Directions for this task | Exclude the pictures and transcribe the rest of the data below exactly.

Dataset content: Begin

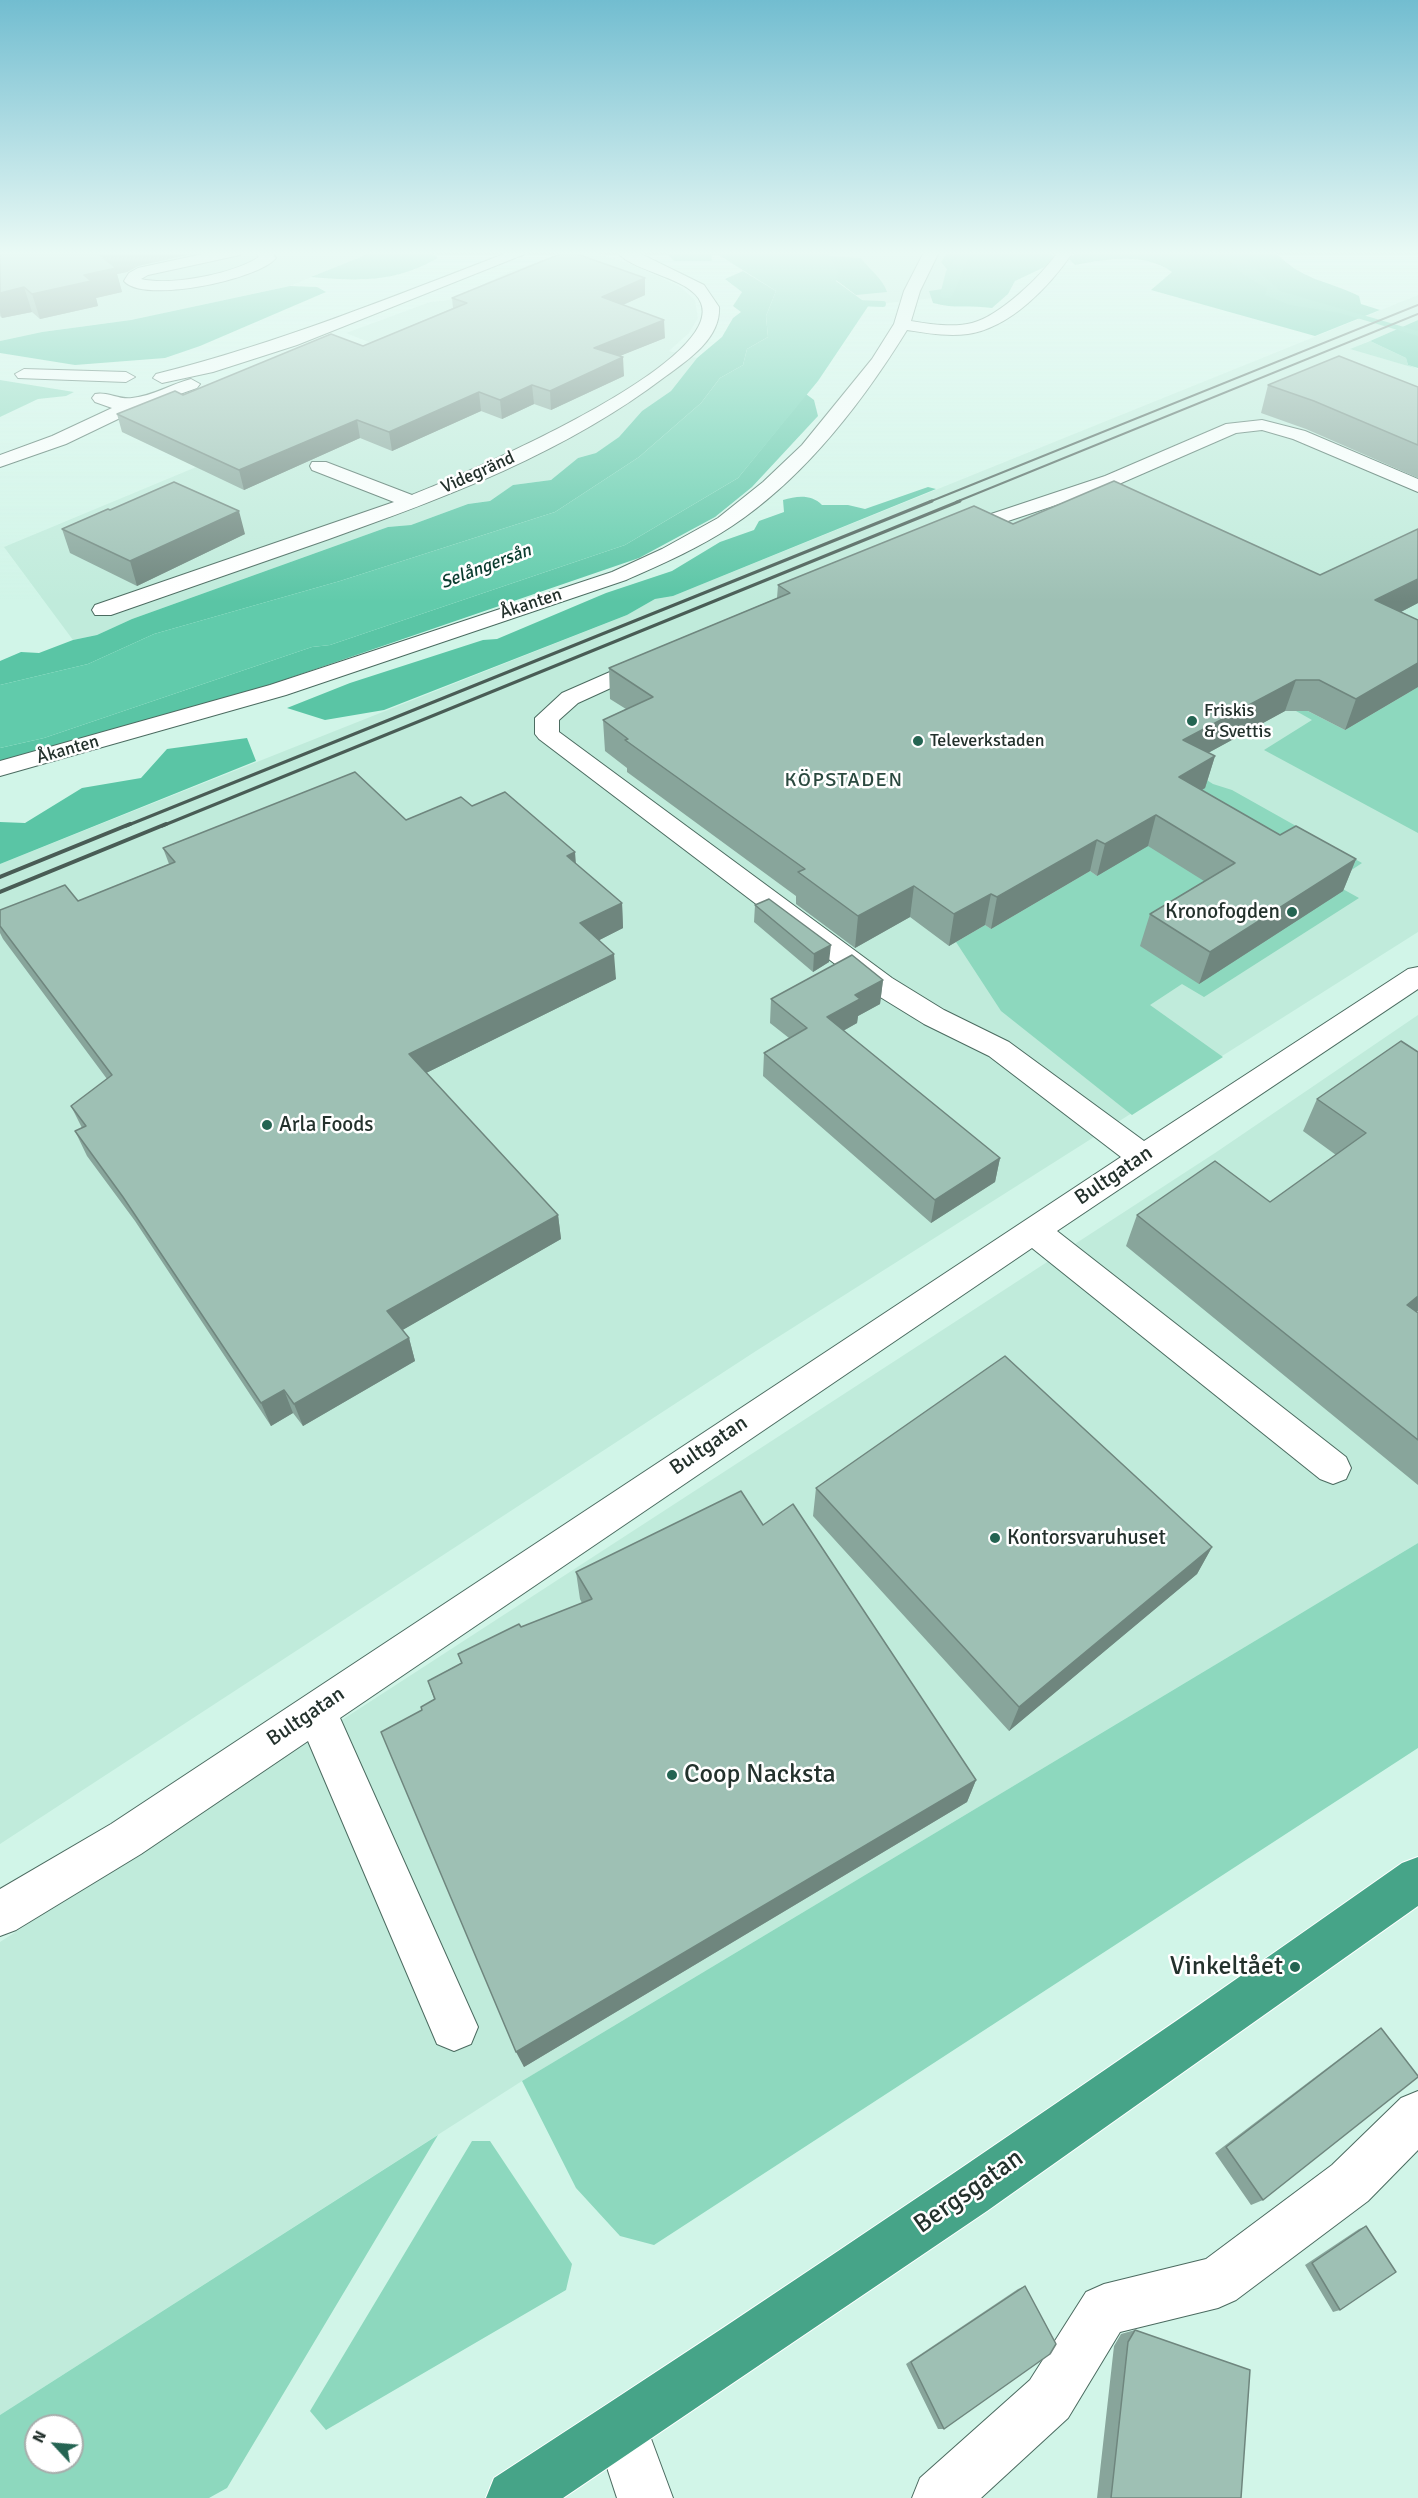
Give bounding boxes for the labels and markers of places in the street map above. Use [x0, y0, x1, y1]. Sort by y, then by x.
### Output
place label: Friskis & Svettis [1204, 700, 1271, 742]
marker: Friskis & Svettis [1185, 714, 1199, 728]
place label: Televerkstaden [930, 730, 1044, 752]
marker: Televerkstaden [911, 734, 925, 748]
place label: Kronofogden [1165, 899, 1280, 925]
marker: Kronofogden [1285, 905, 1299, 919]
place label: Arla Foods [279, 1112, 374, 1138]
marker: Arla Foods [260, 1118, 274, 1132]
place label: Kontorsvaruhuset [1007, 1525, 1166, 1551]
marker: Kontorsvaruhuset [988, 1531, 1002, 1545]
place label: Coop Nacksta [684, 1759, 836, 1791]
marker: Coop Nacksta [665, 1768, 679, 1782]
place label: Vinkeltået [1170, 1951, 1283, 1983]
marker: Vinkeltået [1288, 1960, 1302, 1974]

Dataset content: End

Task solution |
Give bounding boxes for the labels and markers of places in the street map above. Use [x0, y0, x1, y1]. Sort by y, then by x.
### Output
place label: Friskis & Svettis [1204, 700, 1271, 742]
marker: Friskis & Svettis [1185, 714, 1199, 728]
place label: Televerkstaden [930, 730, 1044, 752]
marker: Televerkstaden [911, 734, 925, 748]
place label: Kronofogden [1165, 899, 1280, 925]
marker: Kronofogden [1285, 905, 1299, 919]
place label: Arla Foods [279, 1112, 374, 1138]
marker: Arla Foods [260, 1118, 274, 1132]
place label: Kontorsvaruhuset [1007, 1525, 1166, 1551]
marker: Kontorsvaruhuset [988, 1531, 1002, 1545]
place label: Coop Nacksta [684, 1759, 836, 1791]
marker: Coop Nacksta [665, 1768, 679, 1782]
place label: Vinkeltået [1170, 1951, 1283, 1983]
marker: Vinkeltået [1288, 1960, 1302, 1974]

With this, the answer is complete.